In 1527, Henry came across a passage in the Bible that further convinced him that his marriage to Catherine was no good. The passage that disturbed the king was found in the text of Leviticus (20:21), which stated that "if a man shall take his brother's wife, it is an unclean thing" resulting in the wrath of God and the penalty of a childless marriage. One might find it difficult to believe that Henry's marriage was childless, since he had a daughter. However, a girl was seen as an unsuitable candidate to "man the throne" and a male heir was considered a necessity for the survival of the kingdom. Thus he believed himself to be childless, which was likely a result of God's wrath for sleeping with his dead brother's wife.
Henry ordered his minister, Cardinal Wolsey, to arrange a secretive inquiry into the validity of his marriage. According to David Starkey's book Six Wives: The Queens of Henry VIII, the court secretly convened on May 1527 to determine if Catherine had in fact consummated her marriage to Arthur, prior to her marriage to Henry. However, court officials were unable to come to a conclusion concerning the case. The investigation was temporarily suspended and sent to Rome to be examined by the pope.
The secretive activities were revealed to Catherine soon after proceedings began. She was informed by the Spanish ambassador to London of her husband's intent to end the marriage. She was devastated and refused to accept any form of divorce. She contested the unreasonable divorce action, not just for her sake but also for their daughter's.
The "Great Matter" was eventually out in the open. Henry personally pleaded with Catherine to withdraw from court while the marriage was being investigated. Starkey stated that she adamantly refused to leave and responded to her husband's pleas by sending a secret message to Europe's most powerful ruler, her nephew, Emperor Charles V. She asked Charles to help defend her against her husband, to which he readily agreed.
International tensions at this time began to steadily increase: England and France declared war on Charles V, which was more a verbal dispute than a military battle. However, as Starkey wrote, "the phony war gave the opportunity to break diplomatic immunity," which allowed Henry to further separate himself from Catherine and her native country.
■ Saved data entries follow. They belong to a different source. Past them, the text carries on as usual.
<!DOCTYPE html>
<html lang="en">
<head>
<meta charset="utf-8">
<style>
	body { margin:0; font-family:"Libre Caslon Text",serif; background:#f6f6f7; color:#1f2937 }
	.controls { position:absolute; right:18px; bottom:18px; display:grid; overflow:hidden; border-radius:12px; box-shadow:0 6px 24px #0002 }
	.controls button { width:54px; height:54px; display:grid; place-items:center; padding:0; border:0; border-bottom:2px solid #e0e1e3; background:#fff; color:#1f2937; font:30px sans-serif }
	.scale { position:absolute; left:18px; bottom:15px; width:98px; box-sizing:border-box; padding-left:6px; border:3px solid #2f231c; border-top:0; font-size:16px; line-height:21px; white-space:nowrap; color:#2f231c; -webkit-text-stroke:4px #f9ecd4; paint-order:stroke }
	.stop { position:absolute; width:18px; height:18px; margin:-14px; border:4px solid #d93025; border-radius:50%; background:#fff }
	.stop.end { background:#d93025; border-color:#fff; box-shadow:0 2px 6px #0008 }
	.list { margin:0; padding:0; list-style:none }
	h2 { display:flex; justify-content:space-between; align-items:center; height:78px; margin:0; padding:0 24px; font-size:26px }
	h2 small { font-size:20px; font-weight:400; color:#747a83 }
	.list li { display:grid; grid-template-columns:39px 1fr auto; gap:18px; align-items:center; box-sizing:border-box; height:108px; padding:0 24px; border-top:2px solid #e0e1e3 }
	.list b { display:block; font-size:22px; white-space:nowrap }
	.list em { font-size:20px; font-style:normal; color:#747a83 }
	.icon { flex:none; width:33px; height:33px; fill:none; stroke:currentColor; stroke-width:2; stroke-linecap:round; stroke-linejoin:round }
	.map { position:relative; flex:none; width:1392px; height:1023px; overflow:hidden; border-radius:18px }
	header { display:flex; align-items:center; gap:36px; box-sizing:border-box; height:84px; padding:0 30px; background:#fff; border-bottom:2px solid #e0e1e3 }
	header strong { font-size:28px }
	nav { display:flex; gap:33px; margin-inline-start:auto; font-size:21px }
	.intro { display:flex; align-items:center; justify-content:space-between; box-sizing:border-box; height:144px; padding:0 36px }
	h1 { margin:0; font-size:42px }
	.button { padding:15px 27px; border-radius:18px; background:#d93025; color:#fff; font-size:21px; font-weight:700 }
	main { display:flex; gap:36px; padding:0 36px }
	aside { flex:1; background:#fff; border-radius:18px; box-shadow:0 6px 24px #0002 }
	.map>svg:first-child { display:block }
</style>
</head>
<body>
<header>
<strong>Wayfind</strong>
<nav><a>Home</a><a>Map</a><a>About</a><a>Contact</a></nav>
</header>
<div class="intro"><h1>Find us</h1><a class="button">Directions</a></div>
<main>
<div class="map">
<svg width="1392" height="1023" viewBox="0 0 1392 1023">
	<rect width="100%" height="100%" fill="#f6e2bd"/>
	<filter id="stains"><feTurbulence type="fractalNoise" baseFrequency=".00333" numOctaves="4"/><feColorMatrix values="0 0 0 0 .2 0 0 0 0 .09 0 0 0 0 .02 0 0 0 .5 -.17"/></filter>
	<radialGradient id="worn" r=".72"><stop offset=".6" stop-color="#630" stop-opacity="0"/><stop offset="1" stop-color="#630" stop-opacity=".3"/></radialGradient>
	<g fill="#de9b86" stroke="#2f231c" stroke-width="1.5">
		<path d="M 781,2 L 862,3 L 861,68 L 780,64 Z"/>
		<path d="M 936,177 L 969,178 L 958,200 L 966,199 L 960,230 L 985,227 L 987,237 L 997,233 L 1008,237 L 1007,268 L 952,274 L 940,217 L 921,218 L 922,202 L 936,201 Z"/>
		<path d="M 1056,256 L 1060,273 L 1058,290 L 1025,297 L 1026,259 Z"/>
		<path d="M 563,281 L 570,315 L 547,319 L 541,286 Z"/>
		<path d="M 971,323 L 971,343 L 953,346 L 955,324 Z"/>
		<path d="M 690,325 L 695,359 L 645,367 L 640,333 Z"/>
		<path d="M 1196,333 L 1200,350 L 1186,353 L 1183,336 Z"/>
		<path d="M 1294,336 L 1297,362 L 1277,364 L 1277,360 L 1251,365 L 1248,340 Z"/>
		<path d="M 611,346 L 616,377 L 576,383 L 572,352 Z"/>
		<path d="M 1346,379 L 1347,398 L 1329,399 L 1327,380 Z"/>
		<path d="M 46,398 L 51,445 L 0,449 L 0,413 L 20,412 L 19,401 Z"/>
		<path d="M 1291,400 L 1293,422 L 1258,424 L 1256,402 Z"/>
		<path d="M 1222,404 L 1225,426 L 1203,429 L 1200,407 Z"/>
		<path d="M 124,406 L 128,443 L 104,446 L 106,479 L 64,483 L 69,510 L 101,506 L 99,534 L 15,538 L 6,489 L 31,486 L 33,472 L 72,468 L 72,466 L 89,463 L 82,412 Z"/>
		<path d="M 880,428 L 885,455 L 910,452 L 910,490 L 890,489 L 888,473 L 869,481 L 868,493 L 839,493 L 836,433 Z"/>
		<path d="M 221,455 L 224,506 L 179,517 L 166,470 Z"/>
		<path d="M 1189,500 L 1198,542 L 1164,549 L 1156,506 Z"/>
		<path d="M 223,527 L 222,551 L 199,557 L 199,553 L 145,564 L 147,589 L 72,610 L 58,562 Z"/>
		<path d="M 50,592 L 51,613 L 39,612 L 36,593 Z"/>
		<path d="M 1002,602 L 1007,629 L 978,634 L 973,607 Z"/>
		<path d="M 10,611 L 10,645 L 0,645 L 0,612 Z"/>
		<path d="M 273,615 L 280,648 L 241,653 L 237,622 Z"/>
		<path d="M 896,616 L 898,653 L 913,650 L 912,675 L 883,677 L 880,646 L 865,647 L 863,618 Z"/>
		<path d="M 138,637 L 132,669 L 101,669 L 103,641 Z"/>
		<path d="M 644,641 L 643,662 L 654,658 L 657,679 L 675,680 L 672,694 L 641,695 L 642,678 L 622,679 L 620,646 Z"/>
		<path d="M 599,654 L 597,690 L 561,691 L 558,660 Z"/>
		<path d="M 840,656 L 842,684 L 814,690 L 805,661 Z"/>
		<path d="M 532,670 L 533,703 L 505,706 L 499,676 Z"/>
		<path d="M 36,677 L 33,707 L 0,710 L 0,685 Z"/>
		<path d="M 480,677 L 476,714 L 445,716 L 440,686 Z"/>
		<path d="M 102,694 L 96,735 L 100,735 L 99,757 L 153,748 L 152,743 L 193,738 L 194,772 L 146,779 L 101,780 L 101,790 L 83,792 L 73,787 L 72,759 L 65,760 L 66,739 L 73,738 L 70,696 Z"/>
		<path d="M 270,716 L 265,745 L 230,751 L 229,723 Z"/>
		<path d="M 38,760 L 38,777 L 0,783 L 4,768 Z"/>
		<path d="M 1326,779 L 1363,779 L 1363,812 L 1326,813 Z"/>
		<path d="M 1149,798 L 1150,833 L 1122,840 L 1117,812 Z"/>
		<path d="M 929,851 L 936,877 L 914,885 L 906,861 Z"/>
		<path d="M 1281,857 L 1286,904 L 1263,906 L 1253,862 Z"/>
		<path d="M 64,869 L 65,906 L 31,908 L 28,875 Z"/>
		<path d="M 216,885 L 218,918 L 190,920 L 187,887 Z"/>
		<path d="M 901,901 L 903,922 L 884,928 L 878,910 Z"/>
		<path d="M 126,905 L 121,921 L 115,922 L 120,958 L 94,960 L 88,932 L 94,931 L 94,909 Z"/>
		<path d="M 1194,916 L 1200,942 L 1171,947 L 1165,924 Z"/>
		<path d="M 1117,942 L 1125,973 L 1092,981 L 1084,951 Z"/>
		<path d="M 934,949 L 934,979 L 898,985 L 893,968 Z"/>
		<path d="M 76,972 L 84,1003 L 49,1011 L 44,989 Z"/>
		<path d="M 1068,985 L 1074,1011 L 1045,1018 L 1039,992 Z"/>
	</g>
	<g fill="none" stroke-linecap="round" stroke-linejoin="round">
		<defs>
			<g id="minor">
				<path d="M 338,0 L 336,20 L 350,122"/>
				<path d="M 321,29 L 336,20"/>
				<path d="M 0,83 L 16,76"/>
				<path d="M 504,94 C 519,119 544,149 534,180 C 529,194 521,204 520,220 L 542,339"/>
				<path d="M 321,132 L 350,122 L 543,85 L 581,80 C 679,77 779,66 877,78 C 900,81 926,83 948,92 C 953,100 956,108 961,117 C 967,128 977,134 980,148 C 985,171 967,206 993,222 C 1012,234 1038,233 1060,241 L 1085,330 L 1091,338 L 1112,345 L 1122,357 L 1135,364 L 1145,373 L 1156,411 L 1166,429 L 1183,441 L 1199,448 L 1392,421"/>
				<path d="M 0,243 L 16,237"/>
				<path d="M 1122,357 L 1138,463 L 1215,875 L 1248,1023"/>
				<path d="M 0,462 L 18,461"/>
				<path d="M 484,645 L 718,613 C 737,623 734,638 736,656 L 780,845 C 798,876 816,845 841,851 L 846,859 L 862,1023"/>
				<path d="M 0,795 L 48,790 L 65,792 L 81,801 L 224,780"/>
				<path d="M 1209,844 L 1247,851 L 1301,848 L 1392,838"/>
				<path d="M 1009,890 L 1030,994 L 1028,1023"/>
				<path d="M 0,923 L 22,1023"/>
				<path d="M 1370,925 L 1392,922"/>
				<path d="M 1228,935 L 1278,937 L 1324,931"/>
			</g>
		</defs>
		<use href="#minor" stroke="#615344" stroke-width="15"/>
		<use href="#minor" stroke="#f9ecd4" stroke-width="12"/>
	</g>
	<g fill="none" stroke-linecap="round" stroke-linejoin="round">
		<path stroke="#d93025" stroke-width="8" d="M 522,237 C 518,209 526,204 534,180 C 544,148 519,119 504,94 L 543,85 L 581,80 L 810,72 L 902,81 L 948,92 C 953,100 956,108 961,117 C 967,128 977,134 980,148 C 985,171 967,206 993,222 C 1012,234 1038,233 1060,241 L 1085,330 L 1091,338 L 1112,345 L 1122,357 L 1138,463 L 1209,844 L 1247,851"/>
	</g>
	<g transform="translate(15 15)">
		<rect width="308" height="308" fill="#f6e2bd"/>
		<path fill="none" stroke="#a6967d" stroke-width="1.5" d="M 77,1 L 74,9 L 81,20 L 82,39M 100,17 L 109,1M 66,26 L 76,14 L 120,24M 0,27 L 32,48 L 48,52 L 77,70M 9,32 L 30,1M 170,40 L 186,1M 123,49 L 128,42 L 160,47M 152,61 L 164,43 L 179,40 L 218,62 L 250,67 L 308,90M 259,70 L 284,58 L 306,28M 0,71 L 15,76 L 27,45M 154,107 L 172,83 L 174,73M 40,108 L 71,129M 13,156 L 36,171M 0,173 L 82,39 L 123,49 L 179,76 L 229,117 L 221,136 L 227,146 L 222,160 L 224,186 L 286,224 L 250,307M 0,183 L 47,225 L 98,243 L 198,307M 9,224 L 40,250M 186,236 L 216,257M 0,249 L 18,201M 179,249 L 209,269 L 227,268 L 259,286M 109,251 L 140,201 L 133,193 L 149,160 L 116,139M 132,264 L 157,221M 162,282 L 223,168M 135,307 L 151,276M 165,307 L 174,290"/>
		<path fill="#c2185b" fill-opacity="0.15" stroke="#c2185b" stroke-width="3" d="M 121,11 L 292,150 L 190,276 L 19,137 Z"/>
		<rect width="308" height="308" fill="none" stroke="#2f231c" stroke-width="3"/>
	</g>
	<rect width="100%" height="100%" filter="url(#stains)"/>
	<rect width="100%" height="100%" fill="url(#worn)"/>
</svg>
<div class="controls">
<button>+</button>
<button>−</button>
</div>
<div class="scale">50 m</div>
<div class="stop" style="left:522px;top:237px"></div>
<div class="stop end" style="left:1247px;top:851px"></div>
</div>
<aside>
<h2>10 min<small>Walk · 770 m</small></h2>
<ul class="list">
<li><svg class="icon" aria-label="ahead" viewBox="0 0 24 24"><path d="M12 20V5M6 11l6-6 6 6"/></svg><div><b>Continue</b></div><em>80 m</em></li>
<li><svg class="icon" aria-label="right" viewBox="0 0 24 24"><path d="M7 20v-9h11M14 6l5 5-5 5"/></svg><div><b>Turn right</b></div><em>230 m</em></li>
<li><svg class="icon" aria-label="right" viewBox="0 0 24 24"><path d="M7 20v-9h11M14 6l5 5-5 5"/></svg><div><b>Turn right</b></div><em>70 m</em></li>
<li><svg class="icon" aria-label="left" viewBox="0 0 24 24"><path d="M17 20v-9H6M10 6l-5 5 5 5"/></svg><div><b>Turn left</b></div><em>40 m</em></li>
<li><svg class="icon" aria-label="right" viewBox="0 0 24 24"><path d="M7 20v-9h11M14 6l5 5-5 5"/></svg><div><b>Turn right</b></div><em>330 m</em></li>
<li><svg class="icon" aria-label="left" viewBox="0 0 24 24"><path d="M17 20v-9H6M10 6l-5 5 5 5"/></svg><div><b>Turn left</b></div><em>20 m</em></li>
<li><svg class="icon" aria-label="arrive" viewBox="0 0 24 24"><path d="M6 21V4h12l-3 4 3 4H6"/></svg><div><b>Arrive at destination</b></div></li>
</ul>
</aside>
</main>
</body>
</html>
Meanwhile, the pope had responded to Henry's request by dispatching his special representative Cardinal Campeggio to England to examine the case and continue with the trial. Campeggio worked alongside Wolsey in the investigation of Henry's case against his wife, which greatly angered Catherine. It was clear to her that the pope was allowing the unreasonable trial to continue, likely at her expense. There was no doubt that Catherine was facing a losing battle.